▶ **Activity**: Check each line of the material below for the word "items". State how many lines have it, and nothing more.

▶ **Information provided**:
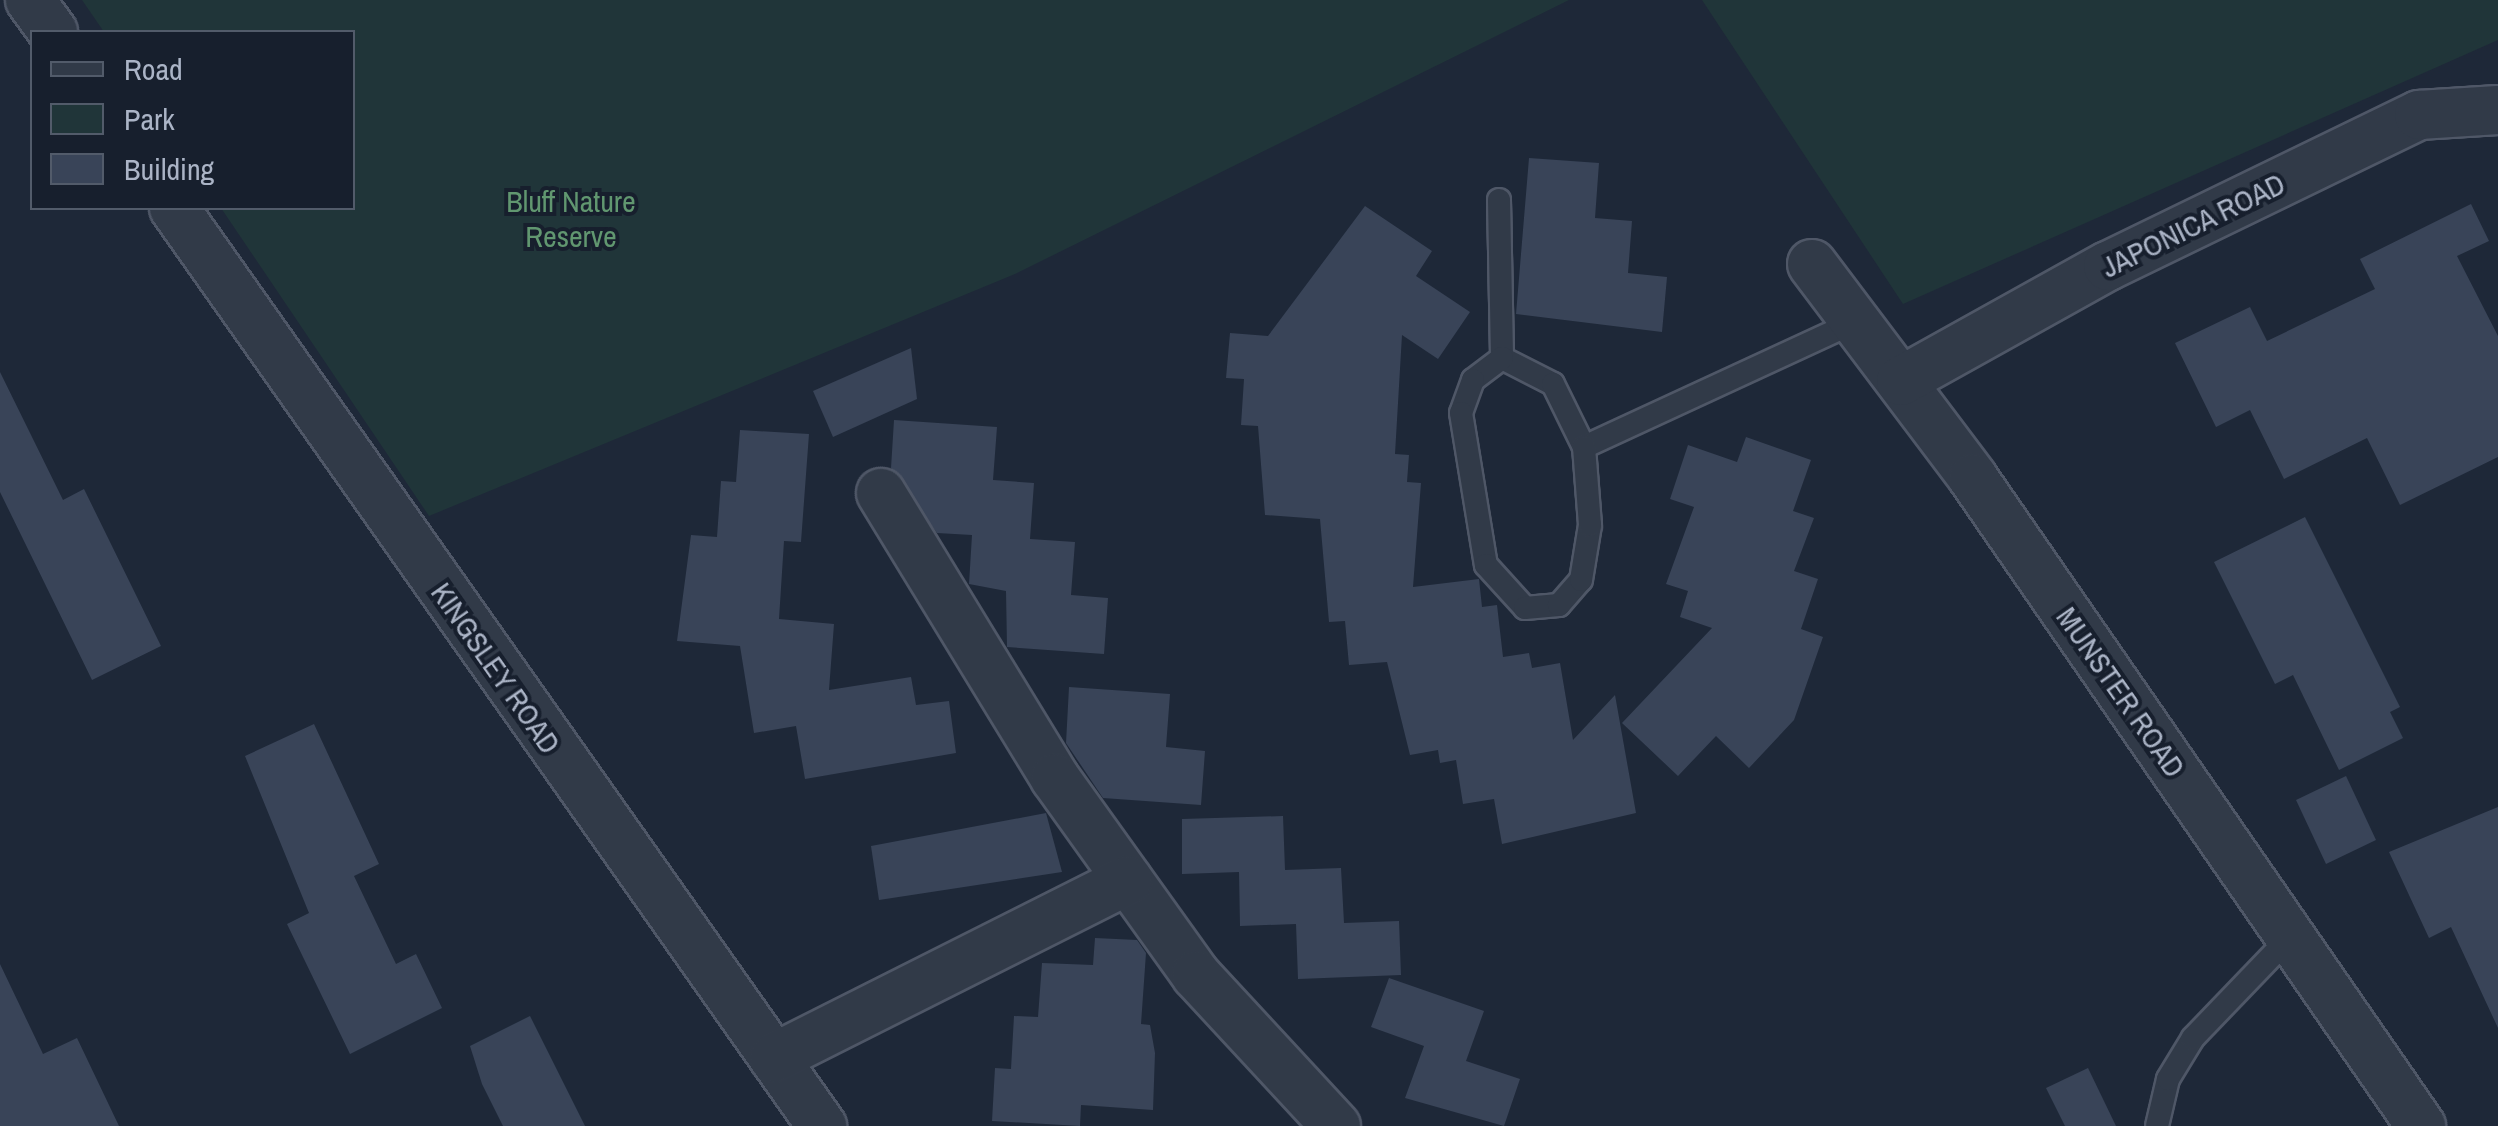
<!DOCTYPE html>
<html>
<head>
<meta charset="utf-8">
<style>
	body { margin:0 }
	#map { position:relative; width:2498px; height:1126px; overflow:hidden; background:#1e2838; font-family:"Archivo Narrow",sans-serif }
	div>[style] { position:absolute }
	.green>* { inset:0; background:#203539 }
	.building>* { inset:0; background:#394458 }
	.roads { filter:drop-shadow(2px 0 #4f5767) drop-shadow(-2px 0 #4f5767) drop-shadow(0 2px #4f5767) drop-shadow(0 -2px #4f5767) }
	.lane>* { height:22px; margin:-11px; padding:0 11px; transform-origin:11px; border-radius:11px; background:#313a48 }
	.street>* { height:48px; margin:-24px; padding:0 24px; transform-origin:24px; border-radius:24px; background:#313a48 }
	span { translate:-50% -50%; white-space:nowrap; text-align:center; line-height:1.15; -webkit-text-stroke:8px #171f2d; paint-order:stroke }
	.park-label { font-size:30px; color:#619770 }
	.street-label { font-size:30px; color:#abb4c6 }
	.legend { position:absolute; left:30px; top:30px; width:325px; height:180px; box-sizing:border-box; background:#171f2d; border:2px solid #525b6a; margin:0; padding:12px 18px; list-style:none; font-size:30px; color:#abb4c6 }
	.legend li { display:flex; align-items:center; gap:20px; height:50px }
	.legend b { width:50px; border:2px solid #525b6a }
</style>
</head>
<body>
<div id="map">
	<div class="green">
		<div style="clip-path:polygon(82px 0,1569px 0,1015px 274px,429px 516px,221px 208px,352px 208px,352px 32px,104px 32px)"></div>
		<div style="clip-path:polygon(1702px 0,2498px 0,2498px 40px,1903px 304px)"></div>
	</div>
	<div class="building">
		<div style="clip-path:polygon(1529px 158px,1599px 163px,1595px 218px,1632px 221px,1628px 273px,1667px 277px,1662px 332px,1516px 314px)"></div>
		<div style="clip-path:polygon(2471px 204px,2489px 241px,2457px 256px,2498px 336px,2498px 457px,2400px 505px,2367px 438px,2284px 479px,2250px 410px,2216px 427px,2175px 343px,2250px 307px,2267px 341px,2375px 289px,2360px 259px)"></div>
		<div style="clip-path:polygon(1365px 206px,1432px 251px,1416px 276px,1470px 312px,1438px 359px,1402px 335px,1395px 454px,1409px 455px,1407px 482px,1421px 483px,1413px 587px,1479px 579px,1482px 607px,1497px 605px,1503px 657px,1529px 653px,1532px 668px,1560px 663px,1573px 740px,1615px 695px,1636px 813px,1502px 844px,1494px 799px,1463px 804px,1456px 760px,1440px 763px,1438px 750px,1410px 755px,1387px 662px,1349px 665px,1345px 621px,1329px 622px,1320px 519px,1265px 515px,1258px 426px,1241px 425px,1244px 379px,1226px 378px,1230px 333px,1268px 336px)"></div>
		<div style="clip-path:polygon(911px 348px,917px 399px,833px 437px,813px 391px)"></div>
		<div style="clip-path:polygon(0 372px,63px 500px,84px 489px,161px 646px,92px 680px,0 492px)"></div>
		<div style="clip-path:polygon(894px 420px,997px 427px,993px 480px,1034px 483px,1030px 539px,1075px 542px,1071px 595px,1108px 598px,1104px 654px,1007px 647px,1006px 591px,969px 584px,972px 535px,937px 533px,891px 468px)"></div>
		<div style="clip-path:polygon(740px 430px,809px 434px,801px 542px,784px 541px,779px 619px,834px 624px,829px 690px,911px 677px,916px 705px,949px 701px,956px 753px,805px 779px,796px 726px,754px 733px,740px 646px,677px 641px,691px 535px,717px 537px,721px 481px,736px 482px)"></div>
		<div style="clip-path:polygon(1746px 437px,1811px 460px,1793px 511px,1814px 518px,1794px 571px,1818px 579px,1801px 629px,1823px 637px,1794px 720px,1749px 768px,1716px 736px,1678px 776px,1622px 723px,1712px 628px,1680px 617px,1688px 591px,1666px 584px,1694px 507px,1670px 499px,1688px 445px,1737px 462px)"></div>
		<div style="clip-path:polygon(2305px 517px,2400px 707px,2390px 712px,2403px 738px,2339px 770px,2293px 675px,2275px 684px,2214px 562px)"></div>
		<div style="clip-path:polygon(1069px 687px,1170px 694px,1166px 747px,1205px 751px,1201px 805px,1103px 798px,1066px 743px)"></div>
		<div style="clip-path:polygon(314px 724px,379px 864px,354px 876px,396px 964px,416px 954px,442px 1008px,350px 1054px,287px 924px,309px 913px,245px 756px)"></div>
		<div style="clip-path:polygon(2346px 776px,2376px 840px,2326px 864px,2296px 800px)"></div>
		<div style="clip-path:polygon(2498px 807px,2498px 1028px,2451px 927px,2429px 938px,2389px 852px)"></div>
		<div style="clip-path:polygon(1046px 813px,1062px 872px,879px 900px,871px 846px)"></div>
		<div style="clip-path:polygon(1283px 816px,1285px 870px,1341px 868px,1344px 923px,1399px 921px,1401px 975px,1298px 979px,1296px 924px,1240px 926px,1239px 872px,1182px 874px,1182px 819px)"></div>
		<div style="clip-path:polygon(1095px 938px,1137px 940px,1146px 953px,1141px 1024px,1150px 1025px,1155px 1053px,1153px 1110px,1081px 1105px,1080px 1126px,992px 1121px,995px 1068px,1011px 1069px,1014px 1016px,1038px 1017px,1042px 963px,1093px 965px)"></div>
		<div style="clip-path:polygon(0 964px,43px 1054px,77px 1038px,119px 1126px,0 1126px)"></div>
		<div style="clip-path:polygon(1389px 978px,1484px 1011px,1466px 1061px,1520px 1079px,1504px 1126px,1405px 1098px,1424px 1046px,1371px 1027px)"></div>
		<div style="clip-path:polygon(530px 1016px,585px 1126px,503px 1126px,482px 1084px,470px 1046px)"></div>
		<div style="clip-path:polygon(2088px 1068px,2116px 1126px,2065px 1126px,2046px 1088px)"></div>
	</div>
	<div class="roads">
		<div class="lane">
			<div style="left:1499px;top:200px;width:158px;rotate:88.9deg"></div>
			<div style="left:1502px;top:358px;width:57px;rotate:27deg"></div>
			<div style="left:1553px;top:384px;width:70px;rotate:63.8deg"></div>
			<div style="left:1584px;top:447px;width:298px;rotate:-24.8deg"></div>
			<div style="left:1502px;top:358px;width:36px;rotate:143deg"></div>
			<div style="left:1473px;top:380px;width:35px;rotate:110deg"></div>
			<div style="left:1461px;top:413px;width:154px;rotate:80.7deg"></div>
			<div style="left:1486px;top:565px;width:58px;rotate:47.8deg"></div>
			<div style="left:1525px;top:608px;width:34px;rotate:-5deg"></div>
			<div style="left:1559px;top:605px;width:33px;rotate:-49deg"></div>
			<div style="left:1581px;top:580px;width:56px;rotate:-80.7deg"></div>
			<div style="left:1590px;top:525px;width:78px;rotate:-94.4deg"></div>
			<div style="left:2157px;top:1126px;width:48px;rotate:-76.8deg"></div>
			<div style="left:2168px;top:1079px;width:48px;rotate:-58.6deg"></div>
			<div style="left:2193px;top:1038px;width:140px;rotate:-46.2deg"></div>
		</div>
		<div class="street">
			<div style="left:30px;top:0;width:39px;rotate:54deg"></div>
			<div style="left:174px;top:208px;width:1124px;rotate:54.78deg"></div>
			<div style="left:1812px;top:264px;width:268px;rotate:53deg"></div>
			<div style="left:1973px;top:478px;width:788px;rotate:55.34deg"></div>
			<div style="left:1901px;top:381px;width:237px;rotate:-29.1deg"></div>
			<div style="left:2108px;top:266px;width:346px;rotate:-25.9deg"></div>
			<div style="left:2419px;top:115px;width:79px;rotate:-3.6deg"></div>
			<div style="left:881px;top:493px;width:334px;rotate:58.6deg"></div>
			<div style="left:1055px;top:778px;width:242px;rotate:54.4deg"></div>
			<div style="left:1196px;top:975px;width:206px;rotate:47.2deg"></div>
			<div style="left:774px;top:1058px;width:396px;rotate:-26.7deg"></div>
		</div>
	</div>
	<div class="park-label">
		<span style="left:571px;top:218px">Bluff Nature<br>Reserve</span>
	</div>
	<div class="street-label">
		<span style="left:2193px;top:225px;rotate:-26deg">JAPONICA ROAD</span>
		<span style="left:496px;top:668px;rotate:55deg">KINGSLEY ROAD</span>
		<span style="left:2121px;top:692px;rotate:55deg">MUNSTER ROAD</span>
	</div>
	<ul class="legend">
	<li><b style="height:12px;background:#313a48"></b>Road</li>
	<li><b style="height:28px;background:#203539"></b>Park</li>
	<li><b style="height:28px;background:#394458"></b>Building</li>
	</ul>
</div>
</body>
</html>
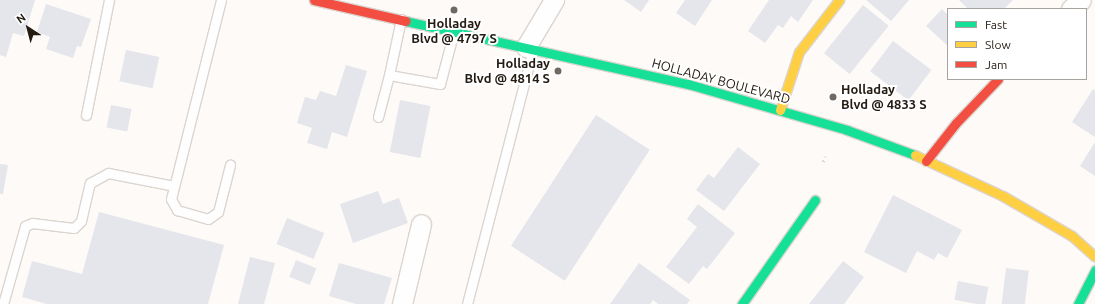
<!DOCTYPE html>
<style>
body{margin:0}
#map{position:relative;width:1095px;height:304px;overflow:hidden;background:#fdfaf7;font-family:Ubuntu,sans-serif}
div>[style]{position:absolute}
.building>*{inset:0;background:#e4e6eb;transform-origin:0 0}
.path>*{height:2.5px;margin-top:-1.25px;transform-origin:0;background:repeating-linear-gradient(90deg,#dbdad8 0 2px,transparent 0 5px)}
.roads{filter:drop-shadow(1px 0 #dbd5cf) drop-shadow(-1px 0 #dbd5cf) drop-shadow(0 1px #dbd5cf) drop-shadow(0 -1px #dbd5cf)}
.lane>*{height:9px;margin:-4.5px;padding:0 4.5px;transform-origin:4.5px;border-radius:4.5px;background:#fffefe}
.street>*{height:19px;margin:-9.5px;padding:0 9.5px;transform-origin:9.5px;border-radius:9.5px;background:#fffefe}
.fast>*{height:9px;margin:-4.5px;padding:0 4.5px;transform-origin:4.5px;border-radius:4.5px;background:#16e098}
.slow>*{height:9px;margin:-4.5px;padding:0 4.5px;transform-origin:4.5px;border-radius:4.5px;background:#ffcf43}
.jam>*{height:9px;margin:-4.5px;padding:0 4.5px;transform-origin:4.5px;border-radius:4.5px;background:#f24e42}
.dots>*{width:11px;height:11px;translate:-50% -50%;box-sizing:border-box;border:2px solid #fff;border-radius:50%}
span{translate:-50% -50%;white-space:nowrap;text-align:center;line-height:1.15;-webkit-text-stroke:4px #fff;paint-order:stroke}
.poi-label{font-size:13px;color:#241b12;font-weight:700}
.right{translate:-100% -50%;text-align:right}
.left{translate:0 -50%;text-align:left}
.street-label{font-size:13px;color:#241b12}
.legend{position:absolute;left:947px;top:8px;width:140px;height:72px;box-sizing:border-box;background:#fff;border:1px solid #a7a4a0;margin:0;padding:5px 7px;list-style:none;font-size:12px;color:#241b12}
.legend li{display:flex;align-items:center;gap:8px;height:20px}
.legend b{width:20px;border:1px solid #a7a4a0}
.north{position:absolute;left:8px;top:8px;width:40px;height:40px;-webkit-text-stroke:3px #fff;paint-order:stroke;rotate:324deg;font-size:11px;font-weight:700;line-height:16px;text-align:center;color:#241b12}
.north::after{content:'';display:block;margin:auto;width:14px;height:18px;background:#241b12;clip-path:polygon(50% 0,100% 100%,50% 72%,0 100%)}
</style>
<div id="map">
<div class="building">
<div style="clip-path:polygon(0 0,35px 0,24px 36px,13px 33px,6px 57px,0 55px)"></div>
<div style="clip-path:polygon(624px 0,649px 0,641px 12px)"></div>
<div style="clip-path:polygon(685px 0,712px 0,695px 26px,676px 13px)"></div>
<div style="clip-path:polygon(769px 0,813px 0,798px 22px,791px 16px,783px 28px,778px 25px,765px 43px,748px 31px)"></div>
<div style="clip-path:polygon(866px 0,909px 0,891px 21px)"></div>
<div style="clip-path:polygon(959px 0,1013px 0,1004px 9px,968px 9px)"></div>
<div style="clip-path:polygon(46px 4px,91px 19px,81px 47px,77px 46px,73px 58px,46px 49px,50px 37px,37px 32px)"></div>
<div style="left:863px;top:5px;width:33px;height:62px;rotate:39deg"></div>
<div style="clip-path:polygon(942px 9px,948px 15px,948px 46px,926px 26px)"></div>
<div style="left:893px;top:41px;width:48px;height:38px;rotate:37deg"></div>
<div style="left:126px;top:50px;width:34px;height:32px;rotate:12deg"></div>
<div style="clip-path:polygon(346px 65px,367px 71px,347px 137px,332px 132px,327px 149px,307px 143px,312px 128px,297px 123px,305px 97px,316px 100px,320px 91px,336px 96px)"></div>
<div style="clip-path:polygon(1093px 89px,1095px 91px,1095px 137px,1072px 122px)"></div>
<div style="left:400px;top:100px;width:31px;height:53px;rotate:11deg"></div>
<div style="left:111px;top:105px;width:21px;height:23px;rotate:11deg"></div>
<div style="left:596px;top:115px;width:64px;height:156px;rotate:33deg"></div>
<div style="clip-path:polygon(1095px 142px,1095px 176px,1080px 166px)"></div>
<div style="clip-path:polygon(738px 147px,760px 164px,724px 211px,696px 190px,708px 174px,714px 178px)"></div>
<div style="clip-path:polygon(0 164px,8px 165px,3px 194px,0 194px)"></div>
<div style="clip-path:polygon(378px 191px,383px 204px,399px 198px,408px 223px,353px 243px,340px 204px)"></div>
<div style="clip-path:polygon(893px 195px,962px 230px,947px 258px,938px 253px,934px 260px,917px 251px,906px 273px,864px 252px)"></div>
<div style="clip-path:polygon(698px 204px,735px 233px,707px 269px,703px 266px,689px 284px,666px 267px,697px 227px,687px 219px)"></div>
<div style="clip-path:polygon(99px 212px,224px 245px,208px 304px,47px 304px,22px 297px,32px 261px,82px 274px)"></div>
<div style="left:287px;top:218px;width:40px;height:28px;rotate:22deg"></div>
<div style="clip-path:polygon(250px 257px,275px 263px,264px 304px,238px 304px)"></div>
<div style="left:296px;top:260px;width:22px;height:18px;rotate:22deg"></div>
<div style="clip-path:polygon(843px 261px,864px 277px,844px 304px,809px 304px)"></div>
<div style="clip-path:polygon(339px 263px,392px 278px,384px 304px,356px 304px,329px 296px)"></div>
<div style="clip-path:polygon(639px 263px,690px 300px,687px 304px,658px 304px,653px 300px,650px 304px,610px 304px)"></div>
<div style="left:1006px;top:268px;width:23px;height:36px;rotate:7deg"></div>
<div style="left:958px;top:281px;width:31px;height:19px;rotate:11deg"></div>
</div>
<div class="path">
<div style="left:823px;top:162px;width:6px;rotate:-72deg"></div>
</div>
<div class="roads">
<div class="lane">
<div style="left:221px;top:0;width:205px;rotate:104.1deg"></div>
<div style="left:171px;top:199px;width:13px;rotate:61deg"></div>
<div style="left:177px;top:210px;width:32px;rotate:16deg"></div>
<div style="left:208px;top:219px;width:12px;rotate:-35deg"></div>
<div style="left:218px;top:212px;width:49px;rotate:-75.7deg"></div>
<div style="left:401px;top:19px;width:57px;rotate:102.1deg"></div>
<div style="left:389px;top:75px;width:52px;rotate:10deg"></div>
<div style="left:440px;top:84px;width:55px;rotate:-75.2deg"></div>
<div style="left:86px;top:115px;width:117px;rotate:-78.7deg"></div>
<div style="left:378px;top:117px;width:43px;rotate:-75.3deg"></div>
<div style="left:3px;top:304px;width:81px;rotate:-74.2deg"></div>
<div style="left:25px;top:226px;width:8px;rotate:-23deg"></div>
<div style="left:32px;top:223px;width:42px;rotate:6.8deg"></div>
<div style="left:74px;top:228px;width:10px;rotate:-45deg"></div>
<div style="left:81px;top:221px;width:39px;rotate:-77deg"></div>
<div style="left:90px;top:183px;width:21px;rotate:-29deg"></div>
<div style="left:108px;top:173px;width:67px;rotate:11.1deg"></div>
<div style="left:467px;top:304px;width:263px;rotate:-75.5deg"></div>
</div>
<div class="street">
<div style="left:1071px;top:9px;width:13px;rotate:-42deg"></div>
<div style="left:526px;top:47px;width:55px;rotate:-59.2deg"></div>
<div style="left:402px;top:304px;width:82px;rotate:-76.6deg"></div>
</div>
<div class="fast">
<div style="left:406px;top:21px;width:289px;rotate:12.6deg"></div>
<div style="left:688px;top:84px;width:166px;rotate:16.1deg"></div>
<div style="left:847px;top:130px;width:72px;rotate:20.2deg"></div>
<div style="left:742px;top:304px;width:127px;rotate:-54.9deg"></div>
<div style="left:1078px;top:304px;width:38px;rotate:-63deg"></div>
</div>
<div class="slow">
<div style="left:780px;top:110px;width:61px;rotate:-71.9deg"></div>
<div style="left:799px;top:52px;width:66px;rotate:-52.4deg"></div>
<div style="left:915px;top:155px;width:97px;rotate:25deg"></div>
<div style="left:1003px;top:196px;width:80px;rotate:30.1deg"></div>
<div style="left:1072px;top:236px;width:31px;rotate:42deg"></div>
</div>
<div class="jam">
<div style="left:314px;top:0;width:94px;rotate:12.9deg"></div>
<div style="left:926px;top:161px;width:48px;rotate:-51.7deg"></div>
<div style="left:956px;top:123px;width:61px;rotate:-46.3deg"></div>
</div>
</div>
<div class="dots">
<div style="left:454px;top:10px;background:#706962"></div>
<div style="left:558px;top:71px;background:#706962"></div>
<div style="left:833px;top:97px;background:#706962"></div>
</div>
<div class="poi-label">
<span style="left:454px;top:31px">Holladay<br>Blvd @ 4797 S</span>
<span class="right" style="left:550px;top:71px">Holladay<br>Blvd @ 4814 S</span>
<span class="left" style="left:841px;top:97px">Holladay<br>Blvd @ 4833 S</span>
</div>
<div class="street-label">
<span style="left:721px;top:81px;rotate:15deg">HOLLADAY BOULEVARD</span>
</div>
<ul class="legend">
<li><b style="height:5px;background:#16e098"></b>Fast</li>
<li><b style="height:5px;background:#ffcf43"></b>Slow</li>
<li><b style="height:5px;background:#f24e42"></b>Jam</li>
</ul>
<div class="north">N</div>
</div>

▶ **Task output**: 2